DATA ▸
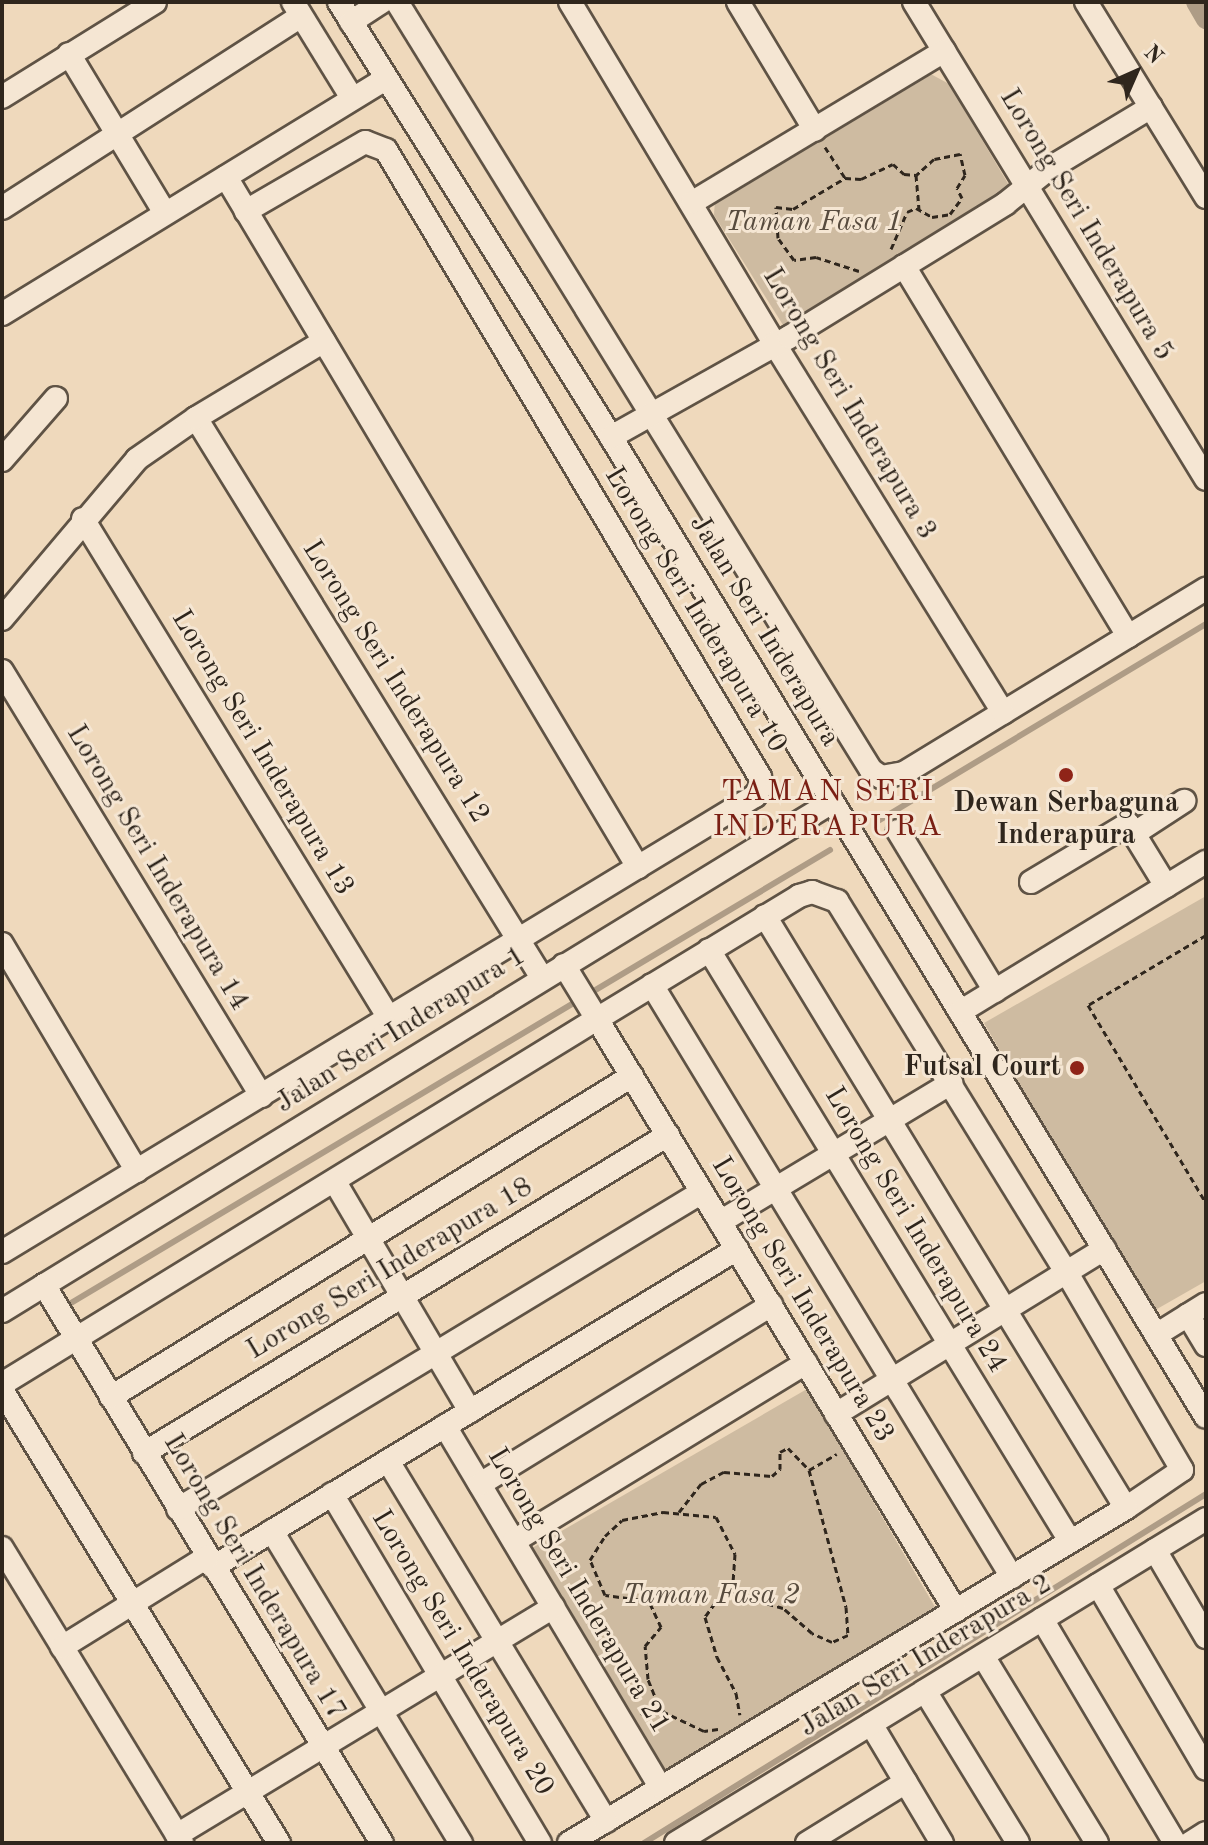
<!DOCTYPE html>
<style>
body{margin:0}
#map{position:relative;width:1208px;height:1845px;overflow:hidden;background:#efd9bc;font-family:"Old Standard TT",serif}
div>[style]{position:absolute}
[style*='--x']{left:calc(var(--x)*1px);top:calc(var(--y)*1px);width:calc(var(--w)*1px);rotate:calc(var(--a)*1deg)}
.green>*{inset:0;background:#cebba1}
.stream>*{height:6px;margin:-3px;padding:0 3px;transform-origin:3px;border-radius:3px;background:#ae9c86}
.canal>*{height:20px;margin:-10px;padding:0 10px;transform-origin:10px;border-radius:10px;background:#ae9c86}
.path>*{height:3px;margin-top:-1.5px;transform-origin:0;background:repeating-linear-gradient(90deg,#2f261d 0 6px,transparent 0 10px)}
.roads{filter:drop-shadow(2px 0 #5f5345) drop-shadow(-2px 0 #5f5345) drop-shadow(0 2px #5f5345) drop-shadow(0 -2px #5f5345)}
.minor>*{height:22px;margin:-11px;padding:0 11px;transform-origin:11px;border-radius:11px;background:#f5e6d3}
.dots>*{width:22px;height:22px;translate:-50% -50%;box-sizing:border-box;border:4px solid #f5e6d3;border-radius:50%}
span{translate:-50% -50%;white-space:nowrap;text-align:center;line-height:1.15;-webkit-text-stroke:6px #f5e6d3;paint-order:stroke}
.park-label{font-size:28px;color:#574b3e;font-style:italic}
.street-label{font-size:28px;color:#2f261d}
.poi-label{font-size:28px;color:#2f261d;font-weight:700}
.right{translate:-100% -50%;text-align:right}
.neighbourhood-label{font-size:30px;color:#7a1f14;letter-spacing:2px}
.frame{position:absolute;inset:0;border:4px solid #2f261d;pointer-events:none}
.north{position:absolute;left:1096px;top:32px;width:80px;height:80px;-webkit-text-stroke:6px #f5e6d3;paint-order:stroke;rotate:45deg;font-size:22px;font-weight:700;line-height:32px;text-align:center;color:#2f261d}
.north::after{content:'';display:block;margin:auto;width:28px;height:36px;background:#2f261d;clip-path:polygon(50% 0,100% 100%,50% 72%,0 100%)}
</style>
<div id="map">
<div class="green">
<div style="clip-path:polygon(929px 73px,949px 84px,1010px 187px,783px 325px,714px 215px,715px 200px)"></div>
<div style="clip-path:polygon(1206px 896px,1206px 1281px,1150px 1313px,984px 1023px)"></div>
<div style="clip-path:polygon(807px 1389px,935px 1607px,663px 1781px,527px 1551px)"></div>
</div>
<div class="stream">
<div style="--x:878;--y:821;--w:383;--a:-31"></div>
<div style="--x:71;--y:1303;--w:884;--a:-30.83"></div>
<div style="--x:644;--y:1843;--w:662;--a:-31.84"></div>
</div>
<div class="canal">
<div style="--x:1196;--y:2;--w:20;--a:60"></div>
</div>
<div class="path">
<div style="--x:825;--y:147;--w:37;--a:57"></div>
<div style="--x:891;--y:249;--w:40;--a:-66.6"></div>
<div style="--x:907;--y:212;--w:10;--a:-24"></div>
<div style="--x:916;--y:208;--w:18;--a:29"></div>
<div style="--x:932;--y:217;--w:18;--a:-9"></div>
<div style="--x:950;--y:214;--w:20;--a:-53"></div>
<div style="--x:962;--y:198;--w:11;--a:-117"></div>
<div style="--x:957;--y:188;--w:15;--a:-58"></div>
<div style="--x:965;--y:175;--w:22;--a:-103"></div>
<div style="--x:960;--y:154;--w:26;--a:169"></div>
<div style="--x:934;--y:159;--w:24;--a:138"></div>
<div style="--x:916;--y:175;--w:35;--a:85"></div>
<div style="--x:859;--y:271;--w:45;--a:-162"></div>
<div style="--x:816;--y:257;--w:22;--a:172"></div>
<div style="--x:794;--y:260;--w:27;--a:-126"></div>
<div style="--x:778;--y:238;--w:31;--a:-94"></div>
<div style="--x:776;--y:207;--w:17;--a:7"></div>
<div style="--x:793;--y:209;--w:61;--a:-30.8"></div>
<div style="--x:845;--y:178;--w:16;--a:4"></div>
<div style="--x:861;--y:179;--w:35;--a:-25"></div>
<div style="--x:893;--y:164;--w:15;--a:42"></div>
<div style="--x:904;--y:174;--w:12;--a:5"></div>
<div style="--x:1206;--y:935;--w:137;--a:149.3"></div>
<div style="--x:1088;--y:1005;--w:230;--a:59.2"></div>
<div style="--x:809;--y:1470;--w:32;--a:-30"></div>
<div style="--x:679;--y:1512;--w:36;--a:-52"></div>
<div style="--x:701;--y:1484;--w:26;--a:-28"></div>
<div style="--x:724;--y:1472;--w:48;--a:4.8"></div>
<div style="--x:772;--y:1476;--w:11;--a:-41"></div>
<div style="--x:780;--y:1469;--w:17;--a:-90"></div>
<div style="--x:780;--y:1452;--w:9;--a:-27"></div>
<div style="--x:788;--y:1448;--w:30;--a:46"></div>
<div style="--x:809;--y:1470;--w:142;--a:74.9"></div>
<div style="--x:846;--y:1607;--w:28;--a:86"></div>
<div style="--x:848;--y:1635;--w:17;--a:156"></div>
<div style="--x:832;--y:1642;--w:22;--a:-156"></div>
<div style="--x:812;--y:1633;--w:38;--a:-139"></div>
<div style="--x:783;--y:1608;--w:53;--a:-163.6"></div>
<div style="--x:732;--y:1593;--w:20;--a:150"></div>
<div style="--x:715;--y:1603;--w:17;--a:126"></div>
<div style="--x:705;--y:1617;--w:42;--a:73.3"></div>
<div style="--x:717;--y:1657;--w:41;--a:62.2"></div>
<div style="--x:736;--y:1693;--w:22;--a:80"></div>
<div style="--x:641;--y:1715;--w:20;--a:-33"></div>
<div style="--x:718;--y:1729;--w:14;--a:172"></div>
<div style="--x:704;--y:1731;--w:44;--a:-154.6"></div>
<div style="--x:664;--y:1712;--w:10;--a:-127"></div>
<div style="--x:658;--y:1704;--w:27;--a:-112"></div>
<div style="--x:648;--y:1679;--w:33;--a:-95"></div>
<div style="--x:645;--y:1646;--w:25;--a:-50"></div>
<div style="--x:661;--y:1627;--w:29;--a:-115"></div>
<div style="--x:649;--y:1601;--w:44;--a:-172.2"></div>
<div style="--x:605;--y:1595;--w:38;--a:-113"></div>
<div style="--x:590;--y:1560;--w:28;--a:-58"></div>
<div style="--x:605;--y:1536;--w:23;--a:-43"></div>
<div style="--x:622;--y:1520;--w:42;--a:-11"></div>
<div style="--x:663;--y:1512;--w:53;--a:5.4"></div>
<div style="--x:716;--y:1517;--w:42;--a:62.8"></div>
<div style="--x:735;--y:1554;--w:39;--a:94"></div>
</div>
<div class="roads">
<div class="minor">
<div style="--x:293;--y:2;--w:113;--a:58.4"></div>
<div style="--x:339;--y:2;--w:513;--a:57.98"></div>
<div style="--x:611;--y:437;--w:1146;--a:58.74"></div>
<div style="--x:397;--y:2;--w:902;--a:58.32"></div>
<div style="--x:871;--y:770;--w:12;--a:35"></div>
<div style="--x:881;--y:777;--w:23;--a:-10"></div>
<div style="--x:904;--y:773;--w:354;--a:-31.4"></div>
<div style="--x:570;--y:2;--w:397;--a:59.1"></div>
<div style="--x:774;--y:343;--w:435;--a:58.2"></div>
<div style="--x:738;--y:2;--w:149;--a:59"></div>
<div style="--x:914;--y:2;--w:559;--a:58.53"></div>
<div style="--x:1086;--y:2;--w:229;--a:58.4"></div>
<div style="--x:351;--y:22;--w:37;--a:-33"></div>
<div style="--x:69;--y:54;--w:186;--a:58.9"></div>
<div style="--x:2;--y:97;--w:180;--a:-31.8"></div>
<div style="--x:226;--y:177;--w:804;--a:59.16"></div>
<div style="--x:693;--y:202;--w:293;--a:-31"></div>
<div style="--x:2;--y:208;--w:355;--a:-32.7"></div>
<div style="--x:904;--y:266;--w:433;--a:58.8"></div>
<div style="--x:2;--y:314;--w:450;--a:-31.5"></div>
<div style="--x:196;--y:418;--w:658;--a:58.29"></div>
<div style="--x:611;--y:437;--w:204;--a:-29.3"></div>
<div style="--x:789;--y:337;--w:254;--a:-31.6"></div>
<div style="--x:1005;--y:204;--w:58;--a:-38.7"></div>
<div style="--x:1050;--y:168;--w:118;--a:-31.1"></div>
<div style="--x:2;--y:460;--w:82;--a:-48.9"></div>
<div style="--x:83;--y:519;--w:585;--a:58.48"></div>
<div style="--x:2;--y:619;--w:209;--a:-49.8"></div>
<div style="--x:137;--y:459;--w:72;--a:-34.8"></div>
<div style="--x:196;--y:418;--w:149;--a:-31"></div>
<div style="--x:2;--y:671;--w:498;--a:58.6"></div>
<div style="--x:898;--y:831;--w:187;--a:58.8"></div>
<div style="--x:1135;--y:833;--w:59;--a:-33.1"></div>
<div style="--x:1031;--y:882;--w:113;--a:-30.9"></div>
<div style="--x:1128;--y:824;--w:73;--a:58.5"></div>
<div style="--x:765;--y:916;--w:693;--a:58.63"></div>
<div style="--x:2;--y:944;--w:264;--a:59.3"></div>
<div style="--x:709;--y:950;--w:693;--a:58.58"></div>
<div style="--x:564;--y:965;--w:63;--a:58.6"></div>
<div style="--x:597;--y:1019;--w:237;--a:-31.3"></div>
<div style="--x:799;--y:896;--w:14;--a:-17"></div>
<div style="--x:812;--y:892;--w:27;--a:20"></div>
<div style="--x:837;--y:901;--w:437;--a:58.3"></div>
<div style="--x:1067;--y:1273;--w:228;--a:59.7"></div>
<div style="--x:1182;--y:1470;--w:68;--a:145.8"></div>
<div style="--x:1126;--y:1508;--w:650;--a:148.98"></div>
<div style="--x:652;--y:985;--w:693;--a:58.7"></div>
<div style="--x:960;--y:1012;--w:288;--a:-31.4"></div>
<div style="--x:335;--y:1182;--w:266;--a:59.5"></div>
<div style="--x:720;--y:1222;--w:270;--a:-31"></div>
<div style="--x:2;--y:1252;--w:880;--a:-31.2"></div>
<div style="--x:755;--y:796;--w:11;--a:-56"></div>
<div style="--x:761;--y:787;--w:10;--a:-96"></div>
<div style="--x:760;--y:777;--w:730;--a:-120.82"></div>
<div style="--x:386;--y:150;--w:22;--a:-159"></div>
<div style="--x:365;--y:142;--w:138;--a:149.9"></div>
<div style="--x:44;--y:1285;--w:652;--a:58.8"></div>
<div style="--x:2;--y:1311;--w:974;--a:-31.52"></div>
<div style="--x:1188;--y:1315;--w:35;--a:59"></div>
<div style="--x:1156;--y:1335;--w:59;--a:-31.8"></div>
<div style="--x:2;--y:1384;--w:698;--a:-31.53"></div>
<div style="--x:597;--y:1019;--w:692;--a:58.77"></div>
<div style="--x:2;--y:1390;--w:531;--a:58.56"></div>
<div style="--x:111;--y:1397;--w:612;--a:-31.64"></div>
<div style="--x:836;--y:1414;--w:315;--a:-31.6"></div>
<div style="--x:445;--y:1426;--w:420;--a:59.2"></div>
<div style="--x:144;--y:1453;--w:613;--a:-31.25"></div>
<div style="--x:388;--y:1461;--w:421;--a:58.8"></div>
<div style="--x:480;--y:1484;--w:342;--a:-31.6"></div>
<div style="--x:332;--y:1494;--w:406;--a:59.2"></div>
<div style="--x:178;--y:1509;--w:612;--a:-31.17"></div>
<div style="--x:272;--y:1531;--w:365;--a:58.8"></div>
<div style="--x:514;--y:1541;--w:342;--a:-31.4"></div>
<div style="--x:2;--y:1548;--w:346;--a:58.6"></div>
<div style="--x:1155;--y:1550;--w:101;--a:59.6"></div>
<div style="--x:213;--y:1567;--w:613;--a:-31.25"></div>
<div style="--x:1098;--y:1585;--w:213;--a:59.6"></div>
<div style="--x:1042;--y:1619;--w:261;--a:59.3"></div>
<div style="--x:62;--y:1647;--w:171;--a:-31.8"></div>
<div style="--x:983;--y:1656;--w:219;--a:58.6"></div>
<div style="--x:925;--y:1691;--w:178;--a:58.5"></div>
<div style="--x:871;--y:1724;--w:139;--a:59.2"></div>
<div style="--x:177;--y:1835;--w:440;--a:-31.2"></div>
<div style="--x:676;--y:1843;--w:621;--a:-31.44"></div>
<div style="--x:807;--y:1843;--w:116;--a:-31.6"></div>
<div style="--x:1190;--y:1843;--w:19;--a:-32"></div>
</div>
</div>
<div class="dots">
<div style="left:1066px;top:775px;background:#8f2418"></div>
<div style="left:1077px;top:1068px;background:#8f2418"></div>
</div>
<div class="park-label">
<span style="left:814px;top:223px">Taman Fasa 1</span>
<span style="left:711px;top:1596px">Taman Fasa 2</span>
</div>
<div class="street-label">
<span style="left:1086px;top:225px;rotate:59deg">Lorong Seri Inderapura 5</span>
<span style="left:849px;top:404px;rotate:59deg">Lorong Seri Inderapura 3</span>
<span style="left:695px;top:610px;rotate:59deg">Lorong Seri Inderapura 10</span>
<span style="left:764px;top:631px;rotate:59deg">Jalan Seri Inderapura</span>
<span style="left:395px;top:682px;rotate:58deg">Lorong Seri Inderapura 12</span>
<span style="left:262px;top:753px;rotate:59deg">Lorong Seri Inderapura 13</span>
<span style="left:157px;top:868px;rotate:59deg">Lorong Seri Inderapura 14</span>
<span style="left:401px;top:1030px;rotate:-32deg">Jalan Seri Inderapura 1</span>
<span style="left:915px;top:1230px;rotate:59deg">Lorong Seri Inderapura 24</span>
<span style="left:390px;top:1269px;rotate:-31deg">Lorong Seri Inderapura 18</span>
<span style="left:802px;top:1300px;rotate:59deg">Lorong Seri Inderapura 23</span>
<span style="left:254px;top:1577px;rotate:59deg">Lorong Seri Inderapura 17</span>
<span style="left:578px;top:1591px;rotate:59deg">Lorong Seri Inderapura 21</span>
<span style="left:462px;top:1653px;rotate:59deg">Lorong Seri Inderapura 20</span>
<span style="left:926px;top:1656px;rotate:-31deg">Jalan Seri Inderapura 2</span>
</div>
<div class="poi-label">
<span style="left:1066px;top:820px">Dewan Serbaguna<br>Inderapura</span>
<span class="right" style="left:1061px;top:1068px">Futsal Court</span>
</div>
<div class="neighbourhood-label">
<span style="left:828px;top:809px">TAMAN SERI<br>INDERAPURA</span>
</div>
<div class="frame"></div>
<div class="north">N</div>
</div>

REQUIREMENT ▸
Each line of the records that contains the string "stream" must be copied.

OUTPUT OF THE TASK ▸
.stream>*{height:6px;margin:-3px;padding:0 3px;transform-origin:3px;border-radius:3px;background:#ae9c86}
<div class="stream">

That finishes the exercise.